Summer has arrived with a vengeance. Just two days before it was 15°C, wet and freezing. This day up to 29°C, thank you: not complaining though!
After four days of waiting, the river levels had finally fallen to such an extent that pleasure and passenger ‘liner’ craft were once more allowed through. Early evening, Gratis was taken through the lock – a first on our own on the Rhone, and what a cinch it was! She was moored on the pontoon on the other side for the night, thereby allowing us an early morning start without waiting for the lock to be ready.
Overnight, the river speed had fallen to around 2700 m³/s. Gratis was motoring along at speeds of 7.8 – 8km/hr and 1800rpm: what a dream.

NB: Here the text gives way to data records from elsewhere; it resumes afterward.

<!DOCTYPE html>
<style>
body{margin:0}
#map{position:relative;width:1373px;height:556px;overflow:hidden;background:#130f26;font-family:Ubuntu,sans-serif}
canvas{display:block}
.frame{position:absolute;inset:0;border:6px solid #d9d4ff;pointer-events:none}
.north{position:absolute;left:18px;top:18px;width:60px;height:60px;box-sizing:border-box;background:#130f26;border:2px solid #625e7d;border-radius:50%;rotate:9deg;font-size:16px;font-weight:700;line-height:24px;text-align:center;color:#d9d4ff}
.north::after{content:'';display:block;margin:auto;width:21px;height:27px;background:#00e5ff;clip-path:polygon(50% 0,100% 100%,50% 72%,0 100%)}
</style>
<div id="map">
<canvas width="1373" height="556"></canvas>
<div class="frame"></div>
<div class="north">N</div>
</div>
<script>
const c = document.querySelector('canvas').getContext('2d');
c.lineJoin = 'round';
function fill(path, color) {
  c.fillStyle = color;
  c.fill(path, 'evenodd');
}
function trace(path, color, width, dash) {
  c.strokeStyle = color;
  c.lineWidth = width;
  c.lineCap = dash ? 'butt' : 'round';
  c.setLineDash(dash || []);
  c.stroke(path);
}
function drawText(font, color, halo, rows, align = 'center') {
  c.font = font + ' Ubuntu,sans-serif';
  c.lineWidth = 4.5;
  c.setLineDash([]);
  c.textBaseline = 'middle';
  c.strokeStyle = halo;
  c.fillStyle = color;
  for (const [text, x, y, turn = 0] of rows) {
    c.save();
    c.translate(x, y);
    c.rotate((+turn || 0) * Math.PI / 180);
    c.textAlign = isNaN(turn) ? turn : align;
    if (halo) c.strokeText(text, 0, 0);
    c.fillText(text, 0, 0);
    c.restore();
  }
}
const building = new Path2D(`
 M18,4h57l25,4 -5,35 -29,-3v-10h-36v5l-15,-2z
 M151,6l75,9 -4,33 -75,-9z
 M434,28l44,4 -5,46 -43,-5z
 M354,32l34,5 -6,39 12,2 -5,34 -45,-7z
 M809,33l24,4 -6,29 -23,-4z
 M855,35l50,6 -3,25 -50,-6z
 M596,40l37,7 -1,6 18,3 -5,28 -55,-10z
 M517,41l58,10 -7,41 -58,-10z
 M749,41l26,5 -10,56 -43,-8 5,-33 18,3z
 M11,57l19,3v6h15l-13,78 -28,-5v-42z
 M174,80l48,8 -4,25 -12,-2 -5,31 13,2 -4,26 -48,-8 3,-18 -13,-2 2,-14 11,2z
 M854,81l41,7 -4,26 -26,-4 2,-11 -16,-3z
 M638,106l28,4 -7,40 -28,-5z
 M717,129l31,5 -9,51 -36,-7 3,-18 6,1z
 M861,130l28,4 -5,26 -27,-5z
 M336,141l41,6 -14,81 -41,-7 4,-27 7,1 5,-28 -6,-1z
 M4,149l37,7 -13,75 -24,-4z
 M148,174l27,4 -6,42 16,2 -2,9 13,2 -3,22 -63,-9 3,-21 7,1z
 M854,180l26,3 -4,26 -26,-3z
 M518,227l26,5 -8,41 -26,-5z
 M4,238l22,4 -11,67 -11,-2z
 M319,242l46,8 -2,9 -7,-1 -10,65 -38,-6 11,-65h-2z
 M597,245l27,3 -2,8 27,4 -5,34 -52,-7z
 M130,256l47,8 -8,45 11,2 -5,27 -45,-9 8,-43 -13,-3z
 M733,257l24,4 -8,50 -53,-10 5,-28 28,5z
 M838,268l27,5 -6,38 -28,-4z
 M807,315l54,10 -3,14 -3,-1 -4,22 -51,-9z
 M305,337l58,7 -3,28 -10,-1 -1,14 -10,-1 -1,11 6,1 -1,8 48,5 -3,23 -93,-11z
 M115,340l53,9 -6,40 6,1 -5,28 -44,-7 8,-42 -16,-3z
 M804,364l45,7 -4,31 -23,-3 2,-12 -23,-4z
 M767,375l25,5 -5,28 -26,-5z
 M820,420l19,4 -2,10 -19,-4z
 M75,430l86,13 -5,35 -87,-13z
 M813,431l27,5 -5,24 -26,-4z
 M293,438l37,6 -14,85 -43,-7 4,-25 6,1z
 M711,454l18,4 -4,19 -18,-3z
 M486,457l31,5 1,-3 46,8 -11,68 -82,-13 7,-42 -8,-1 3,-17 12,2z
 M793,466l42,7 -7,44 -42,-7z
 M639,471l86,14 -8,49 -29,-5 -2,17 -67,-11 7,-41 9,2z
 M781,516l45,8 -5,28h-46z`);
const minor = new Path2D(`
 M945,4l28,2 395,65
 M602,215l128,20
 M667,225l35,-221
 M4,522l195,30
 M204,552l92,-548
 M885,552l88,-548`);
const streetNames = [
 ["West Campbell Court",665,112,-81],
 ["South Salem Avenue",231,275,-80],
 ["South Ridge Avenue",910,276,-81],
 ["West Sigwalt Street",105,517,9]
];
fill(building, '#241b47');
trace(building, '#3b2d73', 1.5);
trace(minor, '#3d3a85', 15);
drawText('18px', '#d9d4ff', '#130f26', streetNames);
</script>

Gratis played dodgem logs on a regular basis: some of them were real beauties!
At Roquemaure we sighted the small church in which the priest composed ‘Silent Night’.

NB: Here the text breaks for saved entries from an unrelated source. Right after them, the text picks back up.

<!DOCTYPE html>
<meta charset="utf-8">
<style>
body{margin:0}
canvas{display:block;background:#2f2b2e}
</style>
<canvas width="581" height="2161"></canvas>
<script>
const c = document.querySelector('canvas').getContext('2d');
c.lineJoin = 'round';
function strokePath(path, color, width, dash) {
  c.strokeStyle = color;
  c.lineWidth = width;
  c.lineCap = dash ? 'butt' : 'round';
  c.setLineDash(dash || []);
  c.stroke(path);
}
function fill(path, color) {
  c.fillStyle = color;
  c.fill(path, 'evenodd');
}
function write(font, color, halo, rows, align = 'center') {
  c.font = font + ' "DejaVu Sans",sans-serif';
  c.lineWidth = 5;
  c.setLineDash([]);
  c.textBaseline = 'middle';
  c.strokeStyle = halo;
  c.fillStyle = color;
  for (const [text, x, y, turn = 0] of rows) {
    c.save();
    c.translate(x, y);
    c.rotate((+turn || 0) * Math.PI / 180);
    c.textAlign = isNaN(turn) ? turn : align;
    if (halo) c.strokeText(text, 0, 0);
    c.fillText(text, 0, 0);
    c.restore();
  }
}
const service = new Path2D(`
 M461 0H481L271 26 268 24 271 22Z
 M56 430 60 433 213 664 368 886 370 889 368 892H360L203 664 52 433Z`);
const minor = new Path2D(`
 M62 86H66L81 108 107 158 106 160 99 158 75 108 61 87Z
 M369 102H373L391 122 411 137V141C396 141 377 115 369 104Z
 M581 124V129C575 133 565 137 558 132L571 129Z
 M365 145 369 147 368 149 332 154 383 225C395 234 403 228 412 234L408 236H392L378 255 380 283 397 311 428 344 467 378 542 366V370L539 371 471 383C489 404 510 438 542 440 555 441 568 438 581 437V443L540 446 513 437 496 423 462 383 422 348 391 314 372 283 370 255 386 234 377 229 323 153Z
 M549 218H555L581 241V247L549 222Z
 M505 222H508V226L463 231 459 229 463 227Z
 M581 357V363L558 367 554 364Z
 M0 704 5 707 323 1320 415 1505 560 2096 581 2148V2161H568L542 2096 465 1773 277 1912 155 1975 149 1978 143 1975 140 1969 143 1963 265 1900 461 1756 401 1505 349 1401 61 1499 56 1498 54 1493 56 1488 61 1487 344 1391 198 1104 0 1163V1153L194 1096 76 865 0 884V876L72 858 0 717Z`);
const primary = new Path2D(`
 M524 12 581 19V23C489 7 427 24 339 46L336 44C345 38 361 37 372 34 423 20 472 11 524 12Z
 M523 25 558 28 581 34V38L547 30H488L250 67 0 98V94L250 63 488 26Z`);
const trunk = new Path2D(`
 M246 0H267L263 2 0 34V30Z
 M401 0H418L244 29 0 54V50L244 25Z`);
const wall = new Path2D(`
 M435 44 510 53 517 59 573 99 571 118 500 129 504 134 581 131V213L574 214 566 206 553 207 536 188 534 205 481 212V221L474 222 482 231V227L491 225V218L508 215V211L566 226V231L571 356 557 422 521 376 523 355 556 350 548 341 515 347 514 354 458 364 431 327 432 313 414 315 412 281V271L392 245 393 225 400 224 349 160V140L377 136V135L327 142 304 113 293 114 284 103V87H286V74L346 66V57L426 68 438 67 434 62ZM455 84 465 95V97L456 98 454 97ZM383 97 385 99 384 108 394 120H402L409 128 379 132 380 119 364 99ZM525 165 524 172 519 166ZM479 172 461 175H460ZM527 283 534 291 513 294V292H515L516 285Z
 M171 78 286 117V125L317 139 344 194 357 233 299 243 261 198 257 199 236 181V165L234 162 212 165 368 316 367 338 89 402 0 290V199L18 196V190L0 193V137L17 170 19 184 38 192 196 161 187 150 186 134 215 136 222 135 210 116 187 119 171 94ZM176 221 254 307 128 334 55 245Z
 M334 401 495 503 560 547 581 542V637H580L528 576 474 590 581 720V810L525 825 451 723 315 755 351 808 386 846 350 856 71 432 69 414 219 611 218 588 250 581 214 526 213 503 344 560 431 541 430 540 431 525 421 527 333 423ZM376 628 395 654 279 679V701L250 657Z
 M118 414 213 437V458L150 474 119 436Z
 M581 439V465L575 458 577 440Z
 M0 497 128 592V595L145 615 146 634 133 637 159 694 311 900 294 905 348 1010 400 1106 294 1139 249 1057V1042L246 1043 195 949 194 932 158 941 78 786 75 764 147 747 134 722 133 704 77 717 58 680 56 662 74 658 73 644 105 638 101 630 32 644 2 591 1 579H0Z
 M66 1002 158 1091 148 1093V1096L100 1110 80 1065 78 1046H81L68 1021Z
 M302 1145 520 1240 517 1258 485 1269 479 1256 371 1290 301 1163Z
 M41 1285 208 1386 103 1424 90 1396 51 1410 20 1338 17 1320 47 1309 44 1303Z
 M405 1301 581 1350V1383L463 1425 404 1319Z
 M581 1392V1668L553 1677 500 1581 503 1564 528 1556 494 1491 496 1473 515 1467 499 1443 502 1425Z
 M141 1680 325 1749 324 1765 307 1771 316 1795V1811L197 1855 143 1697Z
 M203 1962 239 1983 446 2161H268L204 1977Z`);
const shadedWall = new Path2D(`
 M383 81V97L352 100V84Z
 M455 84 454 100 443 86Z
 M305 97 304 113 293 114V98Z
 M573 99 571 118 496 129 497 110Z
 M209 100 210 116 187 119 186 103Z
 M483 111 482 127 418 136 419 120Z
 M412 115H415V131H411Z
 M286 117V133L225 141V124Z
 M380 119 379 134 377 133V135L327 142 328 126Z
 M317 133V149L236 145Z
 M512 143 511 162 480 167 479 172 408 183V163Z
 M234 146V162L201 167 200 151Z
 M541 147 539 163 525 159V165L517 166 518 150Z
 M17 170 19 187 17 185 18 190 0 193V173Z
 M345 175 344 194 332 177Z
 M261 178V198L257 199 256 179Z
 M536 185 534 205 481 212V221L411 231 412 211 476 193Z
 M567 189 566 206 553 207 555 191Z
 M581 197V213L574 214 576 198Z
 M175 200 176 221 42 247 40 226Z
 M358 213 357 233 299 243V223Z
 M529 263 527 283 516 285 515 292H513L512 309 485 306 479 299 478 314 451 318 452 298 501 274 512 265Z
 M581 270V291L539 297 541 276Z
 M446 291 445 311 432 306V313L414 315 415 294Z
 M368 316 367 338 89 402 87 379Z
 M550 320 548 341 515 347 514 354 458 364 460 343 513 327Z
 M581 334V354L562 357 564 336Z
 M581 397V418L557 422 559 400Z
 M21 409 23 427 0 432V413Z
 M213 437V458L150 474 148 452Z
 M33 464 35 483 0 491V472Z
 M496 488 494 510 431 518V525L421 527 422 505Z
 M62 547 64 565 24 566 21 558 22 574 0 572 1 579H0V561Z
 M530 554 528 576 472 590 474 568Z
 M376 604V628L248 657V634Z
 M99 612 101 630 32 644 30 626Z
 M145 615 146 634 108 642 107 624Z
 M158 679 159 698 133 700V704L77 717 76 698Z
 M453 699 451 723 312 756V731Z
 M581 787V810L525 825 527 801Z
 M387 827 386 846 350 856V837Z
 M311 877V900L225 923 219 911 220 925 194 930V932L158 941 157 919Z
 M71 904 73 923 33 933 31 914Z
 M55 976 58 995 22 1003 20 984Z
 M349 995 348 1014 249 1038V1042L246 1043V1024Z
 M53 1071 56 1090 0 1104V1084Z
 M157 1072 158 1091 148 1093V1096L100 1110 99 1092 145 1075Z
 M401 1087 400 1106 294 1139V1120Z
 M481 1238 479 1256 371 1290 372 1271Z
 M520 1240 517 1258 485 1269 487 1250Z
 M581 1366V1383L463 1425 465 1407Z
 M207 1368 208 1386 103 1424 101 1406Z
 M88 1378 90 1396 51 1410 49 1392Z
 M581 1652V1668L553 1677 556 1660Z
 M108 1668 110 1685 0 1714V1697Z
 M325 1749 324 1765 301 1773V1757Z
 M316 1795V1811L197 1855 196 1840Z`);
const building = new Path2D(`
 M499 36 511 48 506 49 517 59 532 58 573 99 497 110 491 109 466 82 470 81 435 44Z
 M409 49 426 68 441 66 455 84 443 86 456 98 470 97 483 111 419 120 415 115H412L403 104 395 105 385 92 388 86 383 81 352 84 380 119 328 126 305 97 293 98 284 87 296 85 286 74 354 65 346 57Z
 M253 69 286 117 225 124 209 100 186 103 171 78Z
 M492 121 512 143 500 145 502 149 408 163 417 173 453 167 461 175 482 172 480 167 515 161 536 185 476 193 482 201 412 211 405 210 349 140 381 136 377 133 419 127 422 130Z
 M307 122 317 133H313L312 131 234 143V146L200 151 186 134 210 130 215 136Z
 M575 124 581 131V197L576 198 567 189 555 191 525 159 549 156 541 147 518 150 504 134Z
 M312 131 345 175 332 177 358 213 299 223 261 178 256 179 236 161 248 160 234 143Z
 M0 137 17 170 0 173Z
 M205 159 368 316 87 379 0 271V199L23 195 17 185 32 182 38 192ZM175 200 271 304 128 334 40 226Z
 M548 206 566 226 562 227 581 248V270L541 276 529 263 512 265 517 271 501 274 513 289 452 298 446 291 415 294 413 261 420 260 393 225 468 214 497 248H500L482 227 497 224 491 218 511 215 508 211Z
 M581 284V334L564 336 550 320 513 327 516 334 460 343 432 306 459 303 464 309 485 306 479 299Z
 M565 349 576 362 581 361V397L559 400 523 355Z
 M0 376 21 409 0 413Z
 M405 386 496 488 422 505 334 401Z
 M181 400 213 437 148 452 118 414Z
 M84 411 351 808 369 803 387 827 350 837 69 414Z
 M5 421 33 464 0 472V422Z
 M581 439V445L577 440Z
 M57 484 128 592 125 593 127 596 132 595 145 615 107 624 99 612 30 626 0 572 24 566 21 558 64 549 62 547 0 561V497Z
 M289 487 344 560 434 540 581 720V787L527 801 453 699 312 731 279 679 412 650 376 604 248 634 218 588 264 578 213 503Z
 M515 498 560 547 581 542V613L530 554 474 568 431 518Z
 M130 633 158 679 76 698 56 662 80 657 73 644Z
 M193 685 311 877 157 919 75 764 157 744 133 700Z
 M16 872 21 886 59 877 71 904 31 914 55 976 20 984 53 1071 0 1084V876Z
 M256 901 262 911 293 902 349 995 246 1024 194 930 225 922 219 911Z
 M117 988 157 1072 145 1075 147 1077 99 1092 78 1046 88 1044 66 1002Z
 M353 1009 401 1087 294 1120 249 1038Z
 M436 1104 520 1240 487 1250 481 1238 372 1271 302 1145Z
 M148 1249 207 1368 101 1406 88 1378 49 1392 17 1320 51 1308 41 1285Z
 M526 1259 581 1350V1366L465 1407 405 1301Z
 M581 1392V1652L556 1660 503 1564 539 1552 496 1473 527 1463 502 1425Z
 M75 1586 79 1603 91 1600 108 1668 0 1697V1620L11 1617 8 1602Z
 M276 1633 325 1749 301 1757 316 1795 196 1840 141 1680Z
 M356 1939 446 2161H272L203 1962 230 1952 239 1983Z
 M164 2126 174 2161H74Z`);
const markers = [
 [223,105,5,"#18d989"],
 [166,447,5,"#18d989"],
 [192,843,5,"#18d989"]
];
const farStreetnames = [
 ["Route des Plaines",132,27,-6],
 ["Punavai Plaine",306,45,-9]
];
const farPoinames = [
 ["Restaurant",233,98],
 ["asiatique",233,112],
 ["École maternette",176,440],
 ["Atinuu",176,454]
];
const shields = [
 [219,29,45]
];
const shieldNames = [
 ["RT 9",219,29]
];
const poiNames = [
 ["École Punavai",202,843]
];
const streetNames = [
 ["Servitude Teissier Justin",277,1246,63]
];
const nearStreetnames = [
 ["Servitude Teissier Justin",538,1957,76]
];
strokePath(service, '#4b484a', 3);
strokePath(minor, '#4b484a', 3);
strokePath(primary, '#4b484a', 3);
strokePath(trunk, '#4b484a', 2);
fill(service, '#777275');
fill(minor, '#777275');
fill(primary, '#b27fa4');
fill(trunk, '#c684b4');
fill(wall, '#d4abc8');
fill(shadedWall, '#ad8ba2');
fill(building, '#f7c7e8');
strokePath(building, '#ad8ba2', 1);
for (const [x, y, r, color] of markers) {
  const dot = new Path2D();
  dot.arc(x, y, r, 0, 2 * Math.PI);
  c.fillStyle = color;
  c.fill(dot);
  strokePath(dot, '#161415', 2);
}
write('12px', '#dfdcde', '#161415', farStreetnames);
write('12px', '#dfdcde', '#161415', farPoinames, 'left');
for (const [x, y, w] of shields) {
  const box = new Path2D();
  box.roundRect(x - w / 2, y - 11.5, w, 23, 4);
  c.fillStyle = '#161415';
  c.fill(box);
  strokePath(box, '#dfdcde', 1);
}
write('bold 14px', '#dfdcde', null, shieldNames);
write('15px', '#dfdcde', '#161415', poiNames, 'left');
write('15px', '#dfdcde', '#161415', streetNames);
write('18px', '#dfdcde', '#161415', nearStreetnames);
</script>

White swans, cranes and hunting birds were seen on a regular basis.
At the Bollene Lock (yes, they are large ranging between 7.5 and 22.5 metre rises)
two of the white beauties were intent on entering as Gratis exited inch by inch. With only a metre or two between us, the pair suddenly realised it wasn’t such a good idea after all. Turning tail, their feet paddling as fast as they could possibly go, the couple raced out ahead of us.
at a waterway junction
Bridges by the number, beneath each of which the current increased considerably.
Giant limestone cliffs rose out of nowhere on the right hand side of the Rhone just at Pont (bridge) de Robinet, whilst to the left high rolling hills lay to our left.
An occasional overflow still ran into the river.
At the final bridge for the day, just before the junction in which the town Viviers lay, it was now that the strength of the current intensified significantly. At the end of an exhausting 11½ day in which 70km had been attained, that was the last thing we required! However, Big Bertha’ revs were increased to 2300rpm as Gratis dropped down to 1.5km/hr and the Rhone’s current grew to 11km/hr.
Entertainment in the name of a good fifty inflatables racing by in groups of 10 or more sped past.
It was with relief that a slow two kilometres later, our girl’s speed increased and the revs slowed. Another 15 minutes, and Gratis was brought to rest in the quiet waters alongside the Lock Chateauneuf.